Le Conseil d’Etat a ensuite rappelé que, quelle que soit la liberté dont jouit le pouvoir adjudicateur dans la définition des critères de sélection, ceux-ci doivent être formulés d’une manière telle que tous les soumissionnaires raisonnablement informés et normalement soigneux doivent être en état de les interpréter de la même manière. Il ne peut, par ailleurs, être admis qu’à raison de l’ambiguïté d’un critère, résultant de la contradiction entre la manière dont il est défini par les documents du marché et l’interprétation qu’en donne le pouvoir adjudicateur aux soumissionnaires, certains de ceux-ci puissent se méprendre sur la signification de ce critère et que cette méprise, imputable au pouvoir adjudicateur, conduise à une comparaison faussée des offres en présence.

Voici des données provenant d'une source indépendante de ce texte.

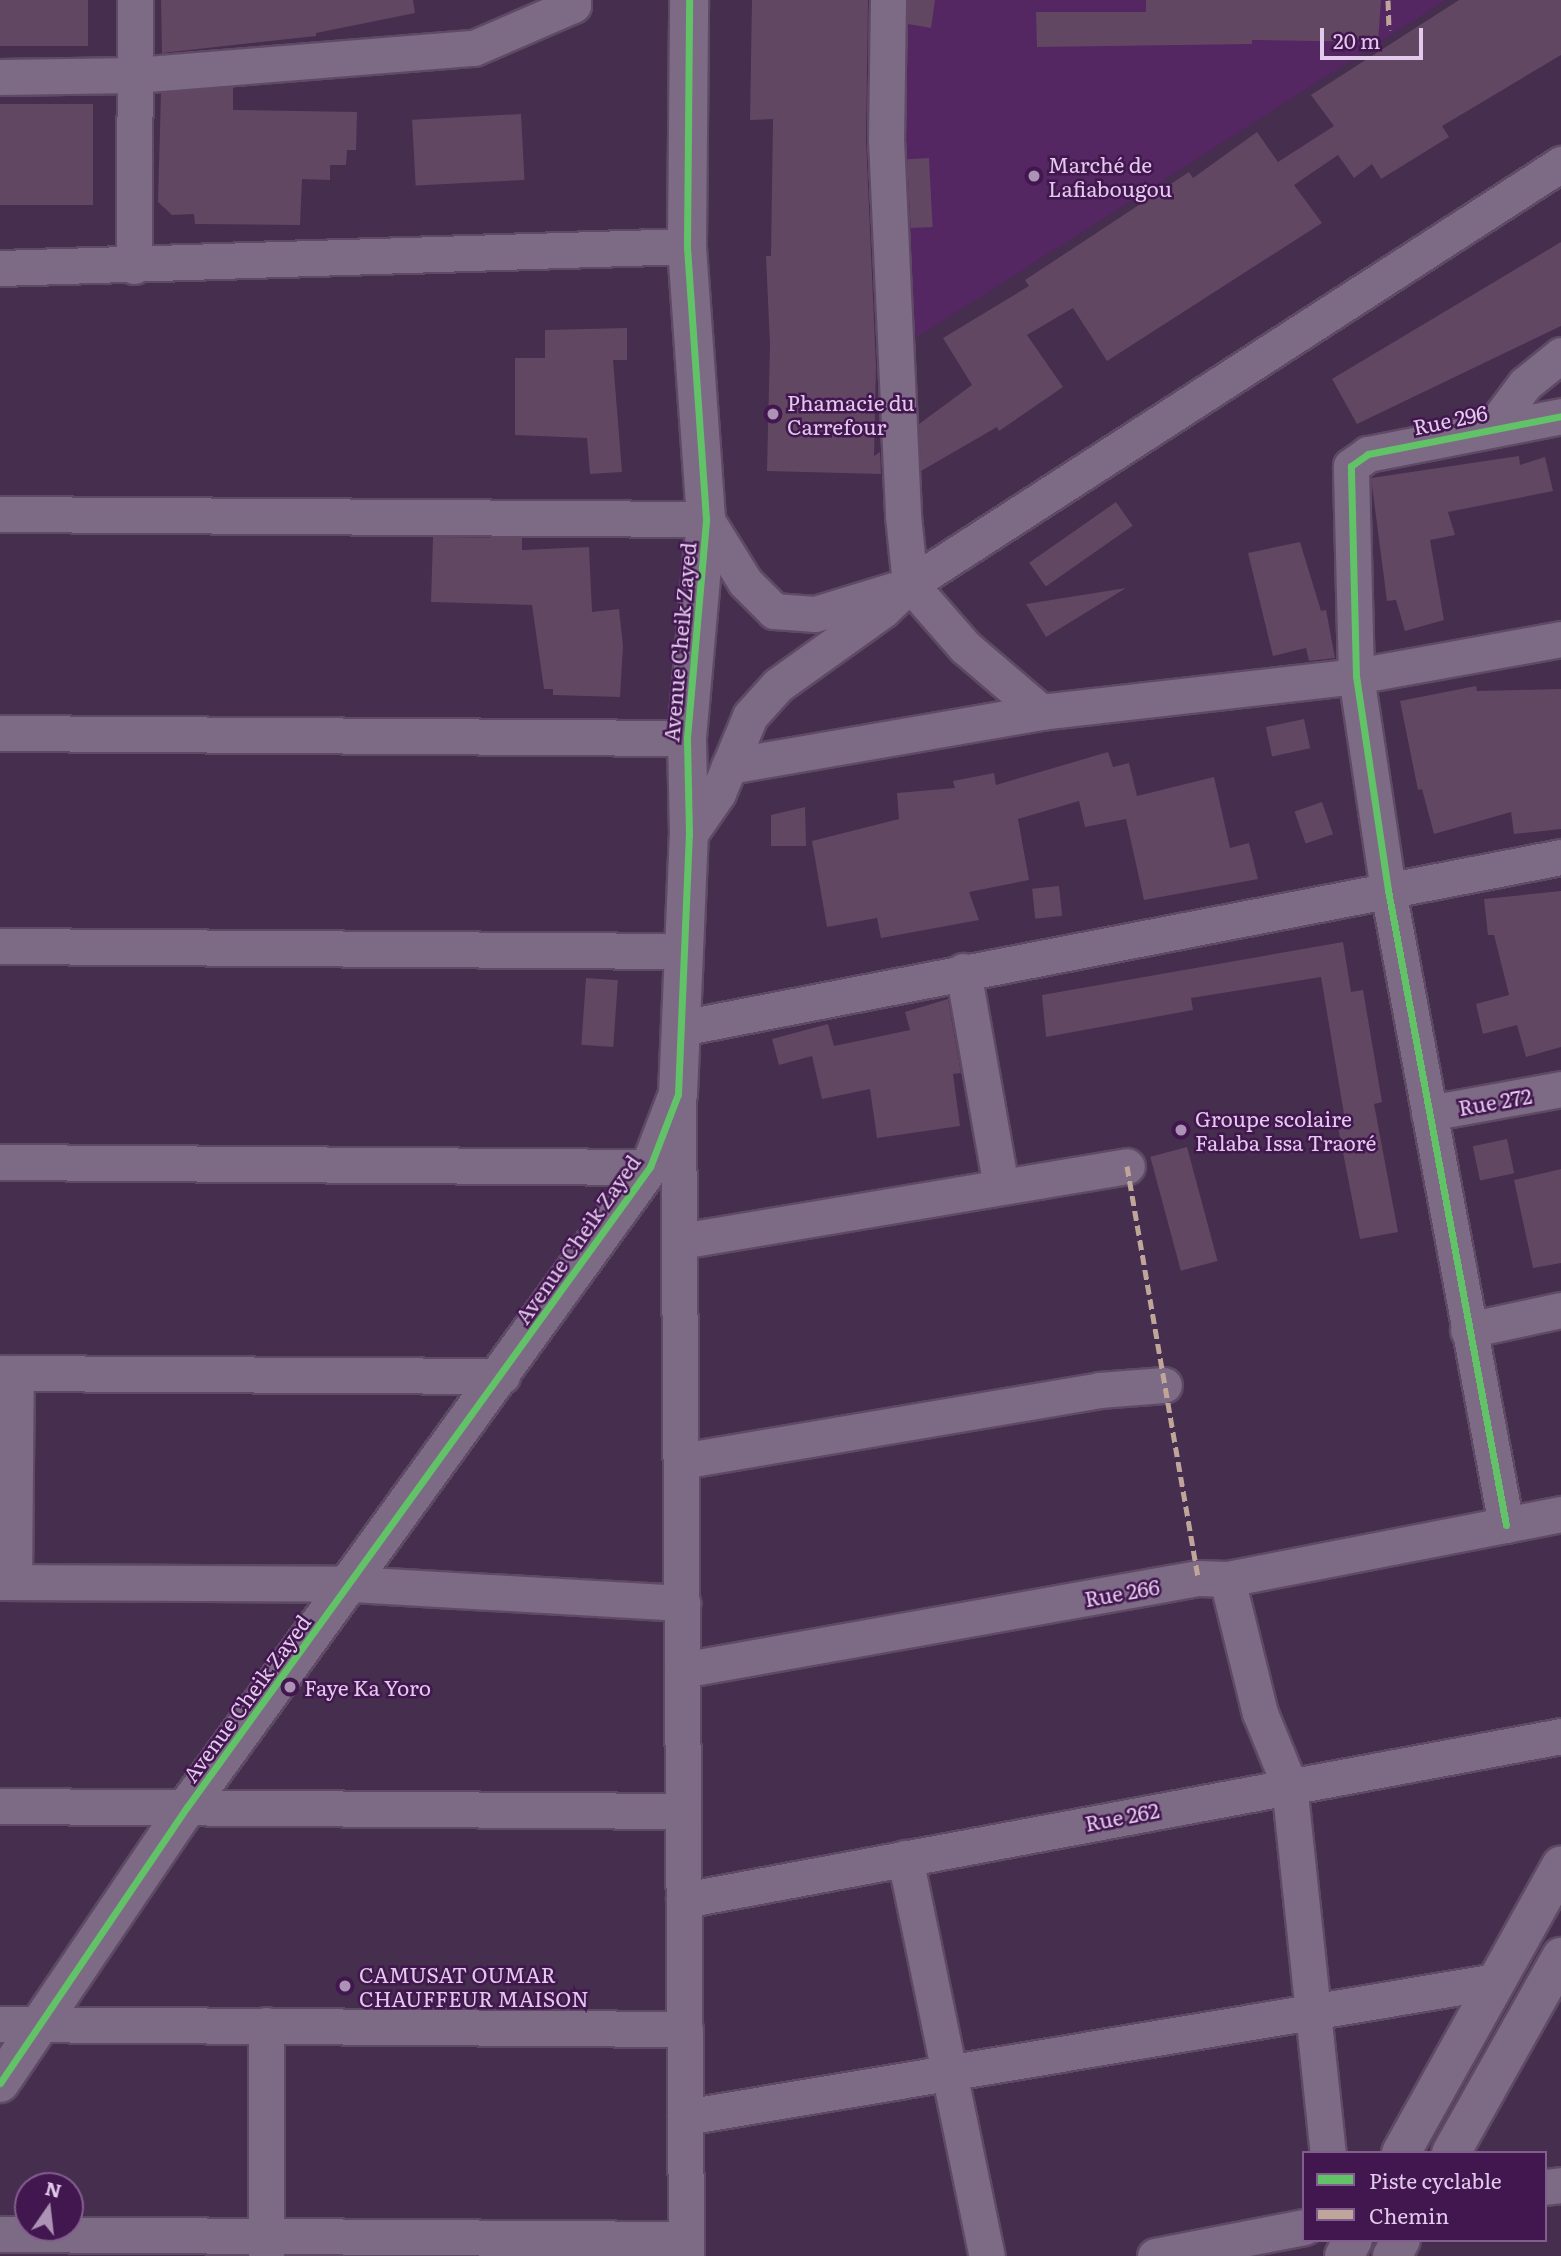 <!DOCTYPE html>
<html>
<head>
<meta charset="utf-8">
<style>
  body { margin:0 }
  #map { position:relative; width:1561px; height:2256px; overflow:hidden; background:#462e4e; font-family:Literata,serif }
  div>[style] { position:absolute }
  .built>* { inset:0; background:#542662 }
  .building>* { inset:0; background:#624763; transform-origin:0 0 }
  .roads { filter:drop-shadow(2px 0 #5f4a65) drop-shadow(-2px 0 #5f4a65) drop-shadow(0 2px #5f4a65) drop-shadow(0 -2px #5f4a65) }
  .minor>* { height:35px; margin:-17.5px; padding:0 17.5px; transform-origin:17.5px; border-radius:17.5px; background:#7d6a84 }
  .tertiary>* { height:38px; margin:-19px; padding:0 19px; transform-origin:19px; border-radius:19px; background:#7d6a84 }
  .quiet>* { height:5px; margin-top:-2.5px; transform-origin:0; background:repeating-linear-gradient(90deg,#c0a59a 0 10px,transparent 0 15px) }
  .cycleway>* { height:7px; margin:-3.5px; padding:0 3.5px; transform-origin:3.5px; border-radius:3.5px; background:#61c268 }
  .dots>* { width:19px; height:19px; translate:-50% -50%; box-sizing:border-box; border:4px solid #42164f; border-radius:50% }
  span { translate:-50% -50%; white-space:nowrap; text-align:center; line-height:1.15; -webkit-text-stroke:5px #42164f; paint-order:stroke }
  .poi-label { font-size:21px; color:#e3caec }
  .left { translate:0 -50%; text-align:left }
  .street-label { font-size:21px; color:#e3caec }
  .legend { position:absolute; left:1302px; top:2151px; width:245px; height:91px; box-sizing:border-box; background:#42164f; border:2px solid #825e8e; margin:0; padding:9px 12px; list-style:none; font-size:21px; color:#e3caec }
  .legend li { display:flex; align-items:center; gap:14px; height:35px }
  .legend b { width:35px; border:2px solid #825e8e }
  .north { position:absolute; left:14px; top:2172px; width:70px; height:70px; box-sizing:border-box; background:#42164f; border:2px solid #825e8e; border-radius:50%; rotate:14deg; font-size:19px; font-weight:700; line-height:28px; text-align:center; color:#e3caec }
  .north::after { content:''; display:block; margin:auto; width:24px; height:32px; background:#ac93b5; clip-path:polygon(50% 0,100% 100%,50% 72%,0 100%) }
  .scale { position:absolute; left:1320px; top:28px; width:103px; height:32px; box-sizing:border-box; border:4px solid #e3caec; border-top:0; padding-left:9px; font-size:21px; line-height:24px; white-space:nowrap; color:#e3caec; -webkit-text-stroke:5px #42164f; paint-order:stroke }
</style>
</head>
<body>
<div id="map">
  <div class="built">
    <i style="clip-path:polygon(903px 0,1446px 0,894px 352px)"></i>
  </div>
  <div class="building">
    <i style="left:0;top:0;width:88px;height:46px"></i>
    <i style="clip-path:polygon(161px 0,413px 0,415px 13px,316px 33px,316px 36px,162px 53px)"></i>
    <i style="clip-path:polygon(752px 0,868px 0,866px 139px,876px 367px,874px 456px,880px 452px,881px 474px,767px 471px,770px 345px,766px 256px,771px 256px,773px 119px,750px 120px)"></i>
    <i style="clip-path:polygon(908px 0,935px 0,931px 28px,908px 24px)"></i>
    <i style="clip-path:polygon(1146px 0,1381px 0,1378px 42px,1252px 40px,1252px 44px,1037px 47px,1036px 12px,1146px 12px)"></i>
    <i style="clip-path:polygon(1459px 0,1561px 0,1561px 55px,1442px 126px,1449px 137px,1381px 179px,1372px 164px,1354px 178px,1338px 155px,1294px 185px,1322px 223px,1107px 361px,1073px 308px,1027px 335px,1063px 387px,999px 431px,997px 427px,921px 471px,919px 424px,972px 385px,943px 338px,1029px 286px,1025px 280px,1189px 172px,1193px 178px,1257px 132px,1278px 162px,1334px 126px,1311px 95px)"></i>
    <i style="clip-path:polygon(233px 87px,233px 110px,357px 112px,356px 150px,347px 150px,346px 165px,330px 165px,330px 180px,302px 179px,300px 225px,195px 224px,194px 214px,172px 215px,158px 202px,161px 93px)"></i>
    <i style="left:0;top:104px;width:93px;height:101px"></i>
    <i style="left:521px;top:114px;width:66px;height:109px;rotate:87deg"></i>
    <i style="left:929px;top:158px;width:69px;height:22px;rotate:87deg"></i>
    <i style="clip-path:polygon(1561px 242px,1561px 326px,1357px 424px,1332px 379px)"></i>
    <i style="clip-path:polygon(627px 328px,627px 360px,613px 360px,622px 472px,590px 474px,587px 438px,515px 435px,515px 358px,545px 358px,545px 330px)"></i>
    <i style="clip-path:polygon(1519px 456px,1520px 465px,1545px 457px,1553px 491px,1448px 512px,1455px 535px,1430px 540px,1444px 620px,1405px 631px,1396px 600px,1387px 601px,1371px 478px)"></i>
    <i style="left:1116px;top:502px;width:29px;height:106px;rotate:55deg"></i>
    <i style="clip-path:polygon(433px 537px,522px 538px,522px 550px,589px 547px,592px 612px,619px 609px,623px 646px,620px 697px,553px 695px,553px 689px,544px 689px,532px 605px,431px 602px)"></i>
    <i style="clip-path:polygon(1300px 542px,1321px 611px,1326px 610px,1335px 658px,1309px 661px,1306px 648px,1273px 656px,1248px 553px)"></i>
    <i style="clip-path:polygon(1126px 588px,1046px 637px,1026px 604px)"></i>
    <i style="clip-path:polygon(1476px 686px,1477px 691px,1561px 689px,1561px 829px,1514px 834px,1511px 812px,1434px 834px,1422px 789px,1418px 790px,1400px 701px)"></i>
    <i style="left:1304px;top:719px;width:30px;height:39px;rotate:78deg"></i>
    <i style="clip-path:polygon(1108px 752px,1113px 767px,1129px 763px,1137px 796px,1214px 777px,1230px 848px,1249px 843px,1258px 879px,1144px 900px,1126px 819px,1085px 827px,1079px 801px,1018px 819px,1029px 880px,969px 892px,979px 920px,881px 938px,877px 918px,827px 927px,812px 841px,899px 819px,897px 793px,955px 788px,953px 781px,994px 773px,996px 785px)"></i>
    <i style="left:1322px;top:802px;width:34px;height:29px;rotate:71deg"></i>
    <i style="clip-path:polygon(805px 807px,806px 846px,771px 846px,771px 815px)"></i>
    <i style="left:1059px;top:886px;width:30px;height:27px;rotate:84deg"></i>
    <i style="clip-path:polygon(1561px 891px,1561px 1047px,1526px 1057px,1517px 1025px,1483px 1034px,1476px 1004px,1509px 995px,1494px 935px,1488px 935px,1484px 899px)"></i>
    <i style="clip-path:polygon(1343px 942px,1351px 992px,1363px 990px,1382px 1102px,1374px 1104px,1398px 1232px,1360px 1239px,1338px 1127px,1346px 1126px,1321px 977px,1191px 998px,1193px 1010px,1046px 1037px,1042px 995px)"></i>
    <i style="left:586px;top:978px;width:32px;height:67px;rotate:4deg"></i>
    <i style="clip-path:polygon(948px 999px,961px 1073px,953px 1074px,960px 1126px,877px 1138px,870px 1089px,822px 1099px,812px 1056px,779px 1065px,772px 1039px,828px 1024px,834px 1046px,910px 1030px,905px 1012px)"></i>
    <i style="left:1507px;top:1139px;width:35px;height:35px;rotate:78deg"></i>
    <i style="left:1187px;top:1147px;width:118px;height:38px;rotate:75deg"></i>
    <i style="clip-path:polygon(1561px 1169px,1561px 1263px,1533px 1268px,1514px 1180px)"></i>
  </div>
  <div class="roads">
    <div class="minor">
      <i style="left:888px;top:0;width:139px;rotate:90.8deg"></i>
      <i style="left:886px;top:139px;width:377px;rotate:87.4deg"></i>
      <i style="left:903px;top:516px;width:68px;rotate:84.1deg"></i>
      <i style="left:910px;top:584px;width:84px;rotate:48.9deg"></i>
      <i style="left:965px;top:647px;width:100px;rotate:40.5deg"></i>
      <i style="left:0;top:77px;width:135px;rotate:-0.8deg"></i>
      <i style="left:135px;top:75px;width:340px;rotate:-4.6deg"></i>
      <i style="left:474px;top:48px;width:108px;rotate:-23.5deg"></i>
      <i style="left:573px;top:5px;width:5px;rotate:-90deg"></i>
      <i style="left:134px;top:266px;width:266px;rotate:-89.8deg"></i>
      <i style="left:0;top:268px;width:687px;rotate:-1.83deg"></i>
      <i style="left:1492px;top:428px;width:55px;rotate:-53.1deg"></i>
      <i style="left:1525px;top:384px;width:46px;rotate:-38.9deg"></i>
      <i style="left:0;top:514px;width:706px;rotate:0.41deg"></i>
      <i style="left:706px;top:519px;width:74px;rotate:58.2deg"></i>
      <i style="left:745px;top:582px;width:41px;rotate:45deg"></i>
      <i style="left:774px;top:611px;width:41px;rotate:4.2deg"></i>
      <i style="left:815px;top:614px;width:82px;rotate:-17.1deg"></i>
      <i style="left:0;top:733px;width:687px;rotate:0.42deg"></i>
      <i style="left:729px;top:766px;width:317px;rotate:-9.8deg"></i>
      <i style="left:1041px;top:712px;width:317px;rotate:-6.5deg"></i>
      <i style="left:1356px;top:676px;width:208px;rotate:-10.2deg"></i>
      <i style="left:689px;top:835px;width:51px;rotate:-55.4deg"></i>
      <i style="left:718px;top:793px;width:83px;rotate:-67.4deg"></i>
      <i style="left:750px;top:716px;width:42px;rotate:-47.9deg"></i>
      <i style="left:778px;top:685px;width:129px;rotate:-35.5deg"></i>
      <i style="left:883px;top:610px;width:37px;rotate:-44deg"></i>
      <i style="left:910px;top:584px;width:775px;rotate:-32.83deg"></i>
      <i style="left:0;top:946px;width:685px;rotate:0.42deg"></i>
      <i style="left:963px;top:971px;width:218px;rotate:80deg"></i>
      <i style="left:681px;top:1028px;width:896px;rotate:-11deg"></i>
      <i style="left:678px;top:1098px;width:1158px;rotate:89.6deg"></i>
      <i style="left:1429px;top:1113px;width:134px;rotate:-10.3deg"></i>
      <i style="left:0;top:1162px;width:650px;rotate:0.44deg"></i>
      <i style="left:680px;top:1241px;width:453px;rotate:-9.5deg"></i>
      <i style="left:1468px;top:1330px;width:95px;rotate:-12.1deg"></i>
      <i style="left:0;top:1373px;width:502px;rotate:0.34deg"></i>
      <i style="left:681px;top:1461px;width:424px;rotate:-9.6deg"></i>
      <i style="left:1099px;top:1390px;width:65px;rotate:-4.4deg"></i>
      <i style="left:1506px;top:1525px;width:646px;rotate:-100.53deg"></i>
      <i style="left:1388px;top:890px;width:216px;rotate:-98.5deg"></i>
      <i style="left:1356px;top:676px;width:210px;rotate:-91.4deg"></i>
      <i style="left:1351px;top:466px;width:21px;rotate:-35deg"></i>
      <i style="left:1368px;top:454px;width:197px;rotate:-11.1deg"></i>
      <i style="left:1227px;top:1579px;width:138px;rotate:76.2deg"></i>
      <i style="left:1260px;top:1713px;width:77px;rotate:67.8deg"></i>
      <i style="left:1289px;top:1784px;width:371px;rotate:84deg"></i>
      <i style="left:0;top:1582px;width:352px;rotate:0.3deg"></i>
      <i style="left:352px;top:1584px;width:331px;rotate:3.3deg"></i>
      <i style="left:14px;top:1582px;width:209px;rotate:-89.5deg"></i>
      <i style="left:682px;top:1670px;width:524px;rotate:-10.11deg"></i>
      <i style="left:1198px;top:1578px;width:29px;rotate:2deg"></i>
      <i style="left:1227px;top:1579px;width:340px;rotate:-11deg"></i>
      <i style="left:0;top:1806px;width:683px;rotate:0.42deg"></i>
      <i style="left:905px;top:1858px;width:406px;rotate:78.4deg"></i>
      <i style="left:684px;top:1900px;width:892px;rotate:-10.59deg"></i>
      <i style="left:0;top:2024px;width:685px;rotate:0.42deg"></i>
      <i style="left:685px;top:2117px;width:822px;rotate:-9.52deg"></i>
      <i style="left:1545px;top:2187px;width:16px;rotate:-7deg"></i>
      <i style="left:0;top:2234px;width:686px;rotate:0.42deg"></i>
      <i style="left:266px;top:2256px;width:231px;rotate:-90deg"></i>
      <i style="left:1155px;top:2256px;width:152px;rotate:-11deg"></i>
    </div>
    <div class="tertiary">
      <i style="left:0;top:2083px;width:333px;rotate:-55.9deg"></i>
      <i style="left:187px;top:1807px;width:790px;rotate:-54.12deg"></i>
      <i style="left:650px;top:1167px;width:78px;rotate:-69deg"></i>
      <i style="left:678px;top:1094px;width:259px;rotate:-87.6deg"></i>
      <i style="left:689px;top:835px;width:97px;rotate:-91.2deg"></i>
      <i style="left:687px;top:738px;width:220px;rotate:-85deg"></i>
      <i style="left:706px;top:519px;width:274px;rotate:-94deg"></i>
      <i style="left:687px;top:246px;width:246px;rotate:-89.5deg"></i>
      <i style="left:1401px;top:2153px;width:329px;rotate:-60.9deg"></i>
      <i style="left:1451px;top:2153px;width:225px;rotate:-60.7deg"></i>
      <i style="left:1344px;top:2256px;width:18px;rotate:-61deg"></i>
      <i style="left:1392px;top:2256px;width:18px;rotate:-61deg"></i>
    </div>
  </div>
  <div class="quiet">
    <i style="left:1388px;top:0;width:30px;rotate:88deg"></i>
    <i style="left:1127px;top:1166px;width:418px;rotate:80.2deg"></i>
  </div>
  <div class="cycleway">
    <i style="left:1506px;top:1525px;width:646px;rotate:-100.53deg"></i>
    <i style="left:1388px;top:890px;width:216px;rotate:-98.5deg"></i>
    <i style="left:1356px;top:676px;width:210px;rotate:-91.4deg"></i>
    <i style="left:1351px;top:466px;width:21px;rotate:-35deg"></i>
    <i style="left:1368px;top:454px;width:197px;rotate:-11.1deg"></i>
    <i style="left:0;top:2083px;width:333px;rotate:-55.9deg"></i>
    <i style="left:187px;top:1807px;width:790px;rotate:-54.12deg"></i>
    <i style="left:650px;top:1167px;width:78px;rotate:-69deg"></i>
    <i style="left:678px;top:1094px;width:259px;rotate:-87.6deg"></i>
    <i style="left:689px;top:835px;width:97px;rotate:-91.2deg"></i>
    <i style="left:687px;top:738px;width:220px;rotate:-85deg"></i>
    <i style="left:706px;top:519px;width:274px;rotate:-94deg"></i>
    <i style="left:687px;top:246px;width:246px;rotate:-89.5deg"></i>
  </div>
  <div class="dots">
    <i style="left:1034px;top:176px;background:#ac93b5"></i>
    <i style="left:773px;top:414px;background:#ac93b5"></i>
    <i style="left:1181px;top:1130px;background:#ac93b5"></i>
    <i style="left:290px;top:1687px;background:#ac93b5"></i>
    <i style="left:345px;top:1986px;background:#ac93b5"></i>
  </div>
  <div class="poi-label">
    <span class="left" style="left:1048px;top:176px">Marché de<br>Lafiabougou</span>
    <span class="left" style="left:787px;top:414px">Phamacie du<br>Carrefour</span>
    <span class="left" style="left:1195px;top:1130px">Groupe scolaire<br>Falaba Issa Traoré</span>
    <span class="left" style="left:304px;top:1687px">Faye Ka Yoro</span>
    <span class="left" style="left:359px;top:1986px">CAMUSAT OUMAR<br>CHAUFFEUR MAISON</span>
  </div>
  <div class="street-label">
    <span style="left:1450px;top:419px;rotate:-12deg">Rue 296</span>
    <span style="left:679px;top:642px;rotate:-85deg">Avenue Cheik Zayed</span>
    <span style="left:1495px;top:1101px;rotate:-10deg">Rue 272</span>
    <span style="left:577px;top:1239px;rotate:-55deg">Avenue Cheik Zayed</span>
    <span style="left:1122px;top:1592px;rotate:-10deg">Rue 266</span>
    <span style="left:246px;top:1698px;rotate:-54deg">Avenue Cheik Zayed</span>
    <span style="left:1122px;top:1816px;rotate:-11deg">Rue 262</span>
  </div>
  <ul class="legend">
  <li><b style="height:9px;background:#61c268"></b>Piste cyclable</li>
  <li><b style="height:9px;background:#c0a59a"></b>Chemin</li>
  </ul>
  <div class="north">N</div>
  <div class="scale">20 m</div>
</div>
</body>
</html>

Selon le Conseil d’Etat, le pouvoir adjudicateur a dès lors pu, sans commettre d’erreur manifeste d’appréciation, considérer que le critère de sélection concerné est « peu clair », « difficilement praticable » et, partant, inopérant.
S’agissant du deuxième motif de la décision attaquée, le Conseil d’Etat a jugé que le pouvoir adjudicateur a pu, sans commettre d’erreur manifeste d’appréciation, indiquer, dans décision en cause, qu’aucun des soumissionnaires, en ce compris la requérante, n’a fourni trois références pour un même client, exécutées ou en cours d’exécution au cours des trois dernières années précédant la date ultime d’introduction des offres. Le pouvoir adjudicateur a dès lors pu raisonnablement considérer qu’il y avait lieu de renoncer à attribuer le marché et de revoir le cahier spécial des charges en vue d’une relance ultérieure du marché.
Le troisième motif de la décision attaquée n’a, quant à lui, pas été examiné par le Conseil d’Etat dès lors qu’il était mentionné à titre surabondant et que les deux premiers motifs de la décision permettaient, selon le Conseil d’Etat, de justifier ladite décision.
Par voie de conséquence, la demande de suspension d’extrême urgence a été rejetée.